TERRY AND THE VAGOS RIPPED THROUGH the first five years of the new millennium like their tires were on fire. Terry tried to keep drug dealing away from the club, but many brothers wrapped themselves in the outlaw lifestyle with meth dealing, marijuana, and coke. Most one-percenter organizations banned opiates, and some forced addicted members to the streets.
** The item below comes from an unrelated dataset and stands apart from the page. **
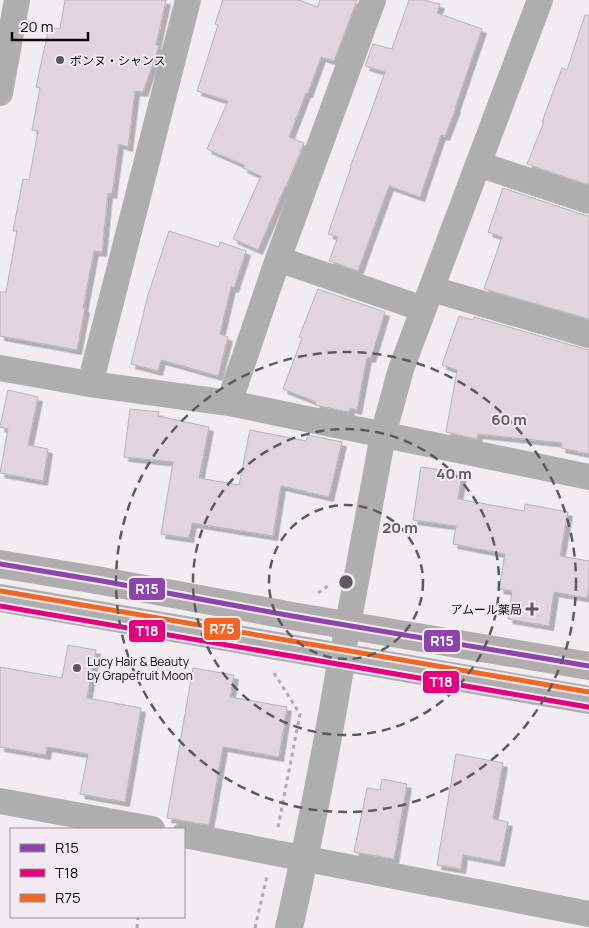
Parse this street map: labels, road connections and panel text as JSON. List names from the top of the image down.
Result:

Terry gave no quarter for drug dealing, especially around his own home.

“I met a girl who had recently left her husband,” Terry said. “I got her a place to live and co-signed for a car.” Lilly was a hot, five-foot seven-inch cowgirl on the weekends and all business during the week. “She had bright blue eyes and long, straight, jet-black hair,” Terry said, “always fixed it just right.”

Terry came home to his little string of lath-and-plaster cottages in El Monte one night to find Lilly with an ex. “I was cool with whoever came around, but he wanted to leave three pounds of speed in her unit, and I wasn’t having it.”
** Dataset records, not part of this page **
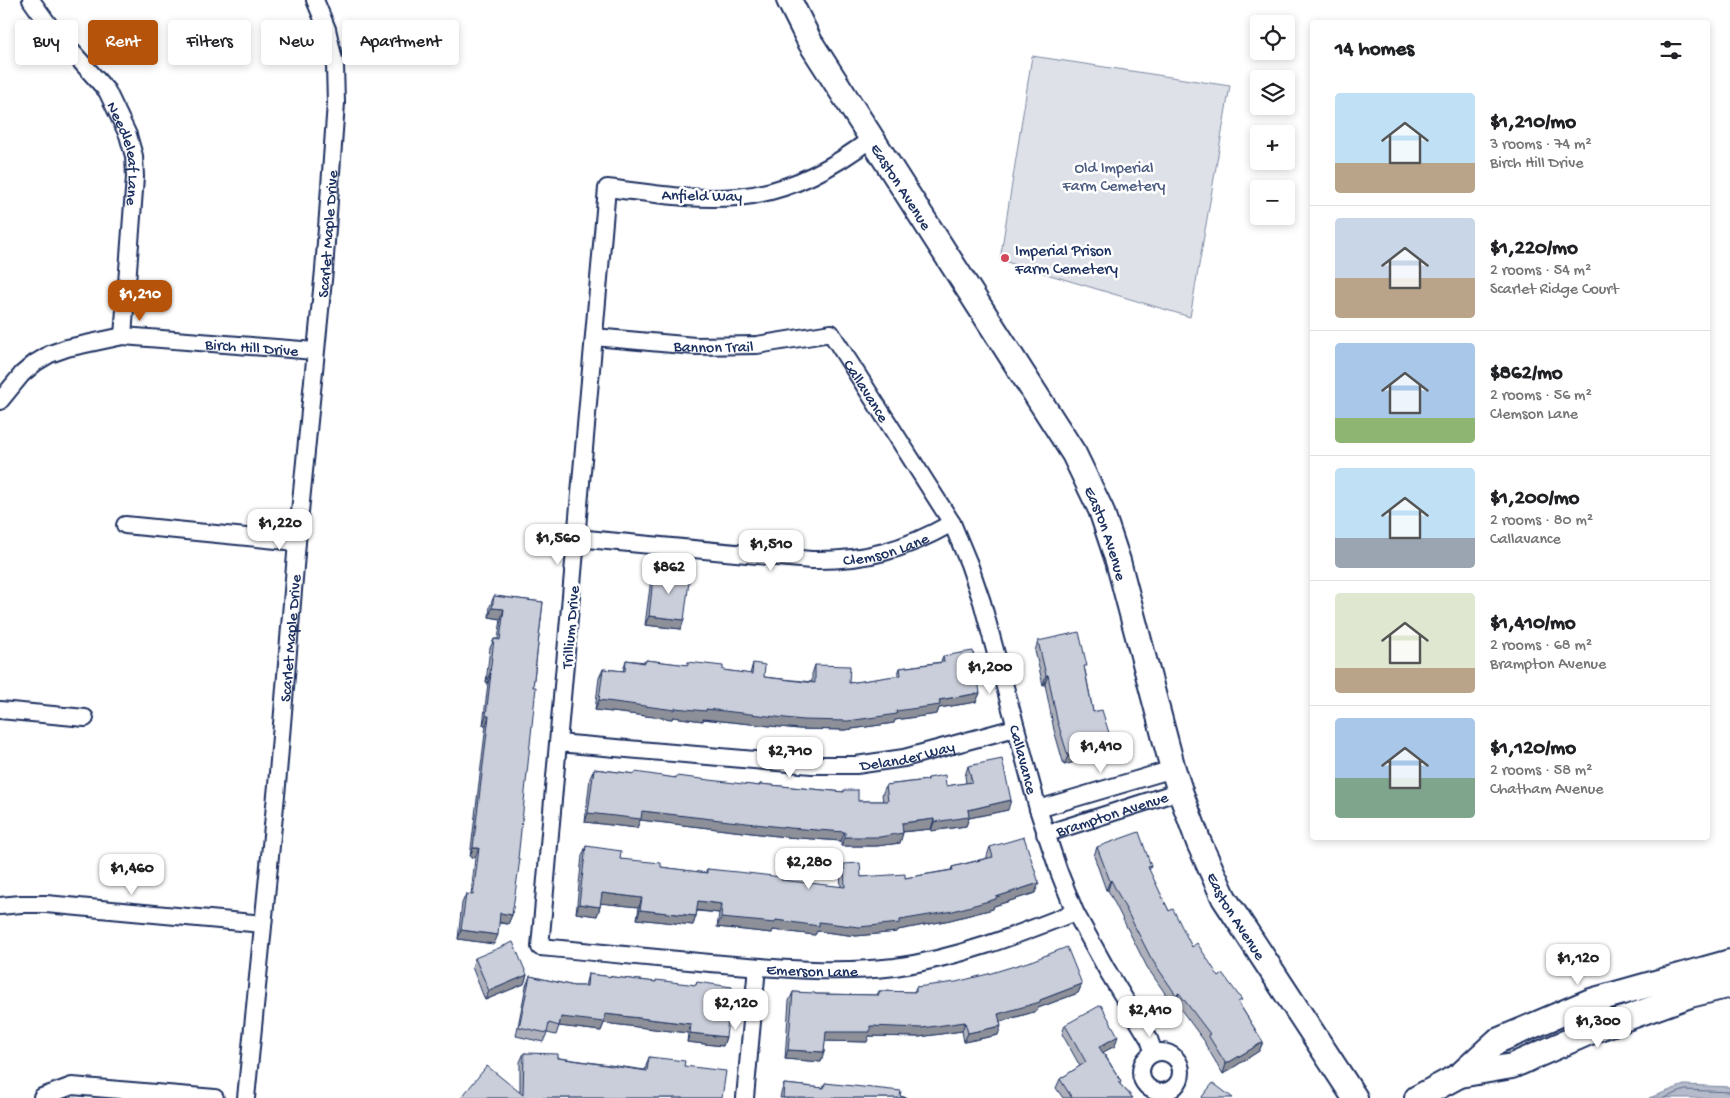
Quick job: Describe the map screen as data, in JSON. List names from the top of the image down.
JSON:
{
  "streets": {
    "street": [
      "Needleleaf Lane",
      "Easton Avenue",
      "Anfield Way",
      "Scarlet Maple Drive",
      "Bannon Trail",
      "Birch Hill Drive",
      "Callavance",
      "Clemson Lane",
      "Trillium Drive",
      "Delander Way",
      "Brampton Avenue",
      "Emerson Lane"
    ]
  },
  "crossings": [
    ["Needleleaf Lane", "Birch Hill Drive"],
    ["Easton Avenue", "Anfield Way"],
    ["Easton Avenue", "Brampton Avenue"],
    ["Anfield Way", "Trillium Drive"],
    ["Scarlet Maple Drive", "Birch Hill Drive"],
    ["Bannon Trail", "Callavance"],
    ["Bannon Trail", "Trillium Drive"],
    ["Callavance", "Clemson Lane"],
    ["Callavance", "Delander Way"],
    ["Callavance", "Brampton Avenue"],
    ["Callavance", "Emerson Lane"],
    ["Clemson Lane", "Trillium Drive"],
    ["Trillium Drive", "Delander Way"],
    ["Trillium Drive", "Emerson Lane"]
  ],
  "parks": ["Old Imperial Farm Cemetery"],
  "places": ["Imperial Prison Farm Cemetery"],
  "page": {
    "map_buttons": ["+", "−"],
    "chip": [
      "Buy",
      "Rent",
      "Filters",
      "New",
      "Apartment"
    ],
    "heading": "14 homes",
    "list": [
      {
        "name": "$1,210/mo",
        "note": "3 rooms · 74 m² · Birch Hill Drive"
      },
      {
        "name": "$1,220/mo",
        "note": "2 rooms · 54 m² · Scarlet Ridge Court"
      },
      {
        "name": "$862/mo",
        "note": "2 rooms · 56 m² · Clemson Lane"
      },
      {
        "name": "$1,200/mo",
        "note": "2 rooms · 80 m² · Callavance"
      },
      {
        "name": "$1,410/mo",
        "note": "2 rooms · 68 m² · Brampton Avenue"
      },
      {
        "name": "$1,120/mo",
        "note": "2 rooms · 58 m² · Chatham Avenue"
      }
    ],
    "price": [
      "$1,210",
      "$1,220",
      "$1,560",
      "$1,510",
      "$862",
      "$1,200",
      "$1,410",
      "$2,710",
      "$2,280",
      "$1,460",
      "$1,120",
      "$2,120",
      "$2,410",
      "$1,300"
    ]
  }
}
The guy said it was only for a quick hour and persisted. “I said that hour could cost me twenty years,” Terry said, and told him to take his shit and leave.

Lilly went ballistic. She was a bright star in public and a bitch in private. Terry moved to be nearer to her in Victorville in 2000, but the run from his shop in Los Angeles to the desert was daunting.

The notion to move to no-man’s land on the edge of the Mojave Desert was alluring. He owned eight dogs and the thought of an acre of open land away from the city, the cops, and the bullshit enticed him away from the city and the heart of the Vago empire.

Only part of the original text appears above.